2

I have this dataframe:

import polars as pl

df = pl.DataFrame({'value': [1,2,3,4,5,None,None], 'flag': [0,1,1,1,0,0,0]})
┌───────┬──────┐
│ value ┆ flag │
│   --- ┆  --- │
│   i64 ┆  i64 │
╞═══════╪══════╡
│     1 ┆    0 │
│     2 ┆    1 │
│     3 ┆    1 │
│     4 ┆    1 │
│     5 ┆    0 │
│  null ┆    0 │
│  null ┆    0 │
└───────┴──────┘

I want to use df.with_columns(pl.col('value').forward_fill()) (or similar), but I only want to use values that have flag == 1 to be eligible for filling. So in this example, I want value 4 to be used to replace the two null entries (rather than 5).

┌───────┬──────┐
│ value ┆ flag │
│ ---   ┆ ---  │
│ i64   ┆ i64  │
╞═══════╪══════╡
│ 1     ┆ 0    │
│ 2     ┆ 1    │
│ 3     ┆ 1    │
│ 4     ┆ 1    │
│ 5     ┆ 0    │
│ 4     ┆ 0    │
│ 4     ┆ 0    │
└───────┴──────┘

How can one achieve this?

3 Answers 3

4

You can mask the original column with the flag, forward fill that, and then coalesce the original column with the new column. In the example below I've replaced 2 with None to show that values whose flag is 0 aren't eligible for forward filling.

import polars as pl

df = pl.DataFrame(
    {"value": [1, None, 3, 4, 5, None, None], "flag": [0, 1, 1, 1, 0, 0, 0]}
)

df.with_columns(
    pl.coalesce(
        "value",
        pl.when(pl.col("flag") == 1)
        .then(pl.col("value"))
        .forward_fill(),
    ).alias("ffill")
)
shape: (7, 3)
┌───────┬──────┬───────┐
│ value ┆ flag ┆ ffill │
│ ---   ┆ ---  ┆ ---   │
│ i64   ┆ i64  ┆ i64   │
╞═══════╪══════╪═══════╡
│ 1     ┆ 0    ┆ 1     │
│ null  ┆ 1    ┆ null  │
│ 3     ┆ 1    ┆ 3     │
│ 4     ┆ 1    ┆ 4     │
│ 5     ┆ 0    ┆ 5     │
│ null  ┆ 0    ┆ 4     │
│ null  ┆ 0    ┆ 4     │
└───────┴──────┴───────┘
Sign up to request clarification or add additional context in comments.

1 Comment

You can omit the otherwise(None) and OP specified that flag == 1 (rather than flag != 0) is the eligibility for filling
2

You can create an expression where you replace all values of flag with 1 when value is null (let's call it flag_group). Then apply .forward_fill over each flag_group to ensure that only values with flag = 1 are eligible for filling the null values.

import polars as pl

df = pl.DataFrame({"value": [1, 2, 3, 4, 5, None, None], "flag": [0, 1, 1, 1, 0, 0, 0]})

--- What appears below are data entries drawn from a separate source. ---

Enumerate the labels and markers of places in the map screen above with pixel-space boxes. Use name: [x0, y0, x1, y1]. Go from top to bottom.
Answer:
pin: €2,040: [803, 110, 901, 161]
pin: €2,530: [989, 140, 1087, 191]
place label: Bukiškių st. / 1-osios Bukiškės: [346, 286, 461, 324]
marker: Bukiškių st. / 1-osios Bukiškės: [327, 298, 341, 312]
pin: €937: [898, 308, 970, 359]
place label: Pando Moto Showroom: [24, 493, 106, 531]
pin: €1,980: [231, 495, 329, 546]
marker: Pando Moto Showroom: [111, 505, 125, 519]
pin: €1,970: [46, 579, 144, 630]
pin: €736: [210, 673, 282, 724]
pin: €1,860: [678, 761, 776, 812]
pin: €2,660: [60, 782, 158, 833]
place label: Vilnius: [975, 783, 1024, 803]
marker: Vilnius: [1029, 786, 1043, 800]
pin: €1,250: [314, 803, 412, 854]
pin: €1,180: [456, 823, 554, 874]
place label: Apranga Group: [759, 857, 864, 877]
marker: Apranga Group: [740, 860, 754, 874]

flag_group = pl.when(pl.col("value").is_null()).then(1).otherwise(pl.col("flag"))

res = df.with_columns(value_ffill=pl.col("value").forward_fill().over(flag_group))

print(res)

Output:

shape: (7, 3)
┌───────┬──────┬─────────────┐
│ value ┆ flag ┆ value_ffill │
│ ---   ┆ ---  ┆ ---         │
│ i64   ┆ i64  ┆ i64         │
╞═══════╪══════╪═════════════╡
│ 1     ┆ 0    ┆ 1           │
│ 2     ┆ 1    ┆ 2           │
│ 3     ┆ 1    ┆ 3           │
│ 4     ┆ 1    ┆ 4           │
│ 5     ┆ 0    ┆ 5           │
│ null  ┆ 0    ┆ 4           │
│ null  ┆ 0    ┆ 4           │
└───────┴──────┴─────────────┘

Comments

1

I misunderstood it at first, assuming you wanted a literal 4 instead of keeping the last flagged value.

Updated:

# Mask out non-flagged values to ignore them
eligible = pl.col("flag") == 1
masked_values = pl.when(eligible).then(pl.col("value"))  # implicit otherwise(None)

# Keep the last non-null flagged value
ffill = masked_values.forward_fill()

# Call fill_null again to keep the original value when it's not null, regardless of the flag
filled = pl.col("value").fill_null(ffill)
# (Equivalent to this but more concise)
filled = pl.when(pl.col("value").is_null()).then(ffill).otherwise(pl.col("value"))

df.with_columns(filled)

Original answer

You could use when().then().otherwise() for that, just

ffill = pl.col('value').fill_null(strategy="forward")
literal = pl.col('value').fill_null(4)

df.with_columns(pl.when(pl.col("flag") == 1).then(ffill).otherwise(literal))

However, note that might fill values though 'gaps' in the flags, for example

df = pl.DataFrame({"value": [1, None, None], "flag": [1, 0, 1]})
>>> df.with_columns(pl.when(pl.col("flag") == 1).then(ffill).otherwise(literal))
shape: (3, 2)
┌───────┬──────┐
│ value ┆ flag │
│ ---   ┆ ---  │
│ i64   ┆ i64  │
╞═══════╪══════╡
│ 1     ┆ 1    │
│ 4     ┆ 0    │
│ 1     ┆ 1    │
└───────┴──────┘

If you want to avoid that, you can use .over() to avoid filling in beyond each 'group', for example

flag_groups = pl.col("flag").rle_id()
ffill_groups = ffill.over(flag_groups).fill_null(4)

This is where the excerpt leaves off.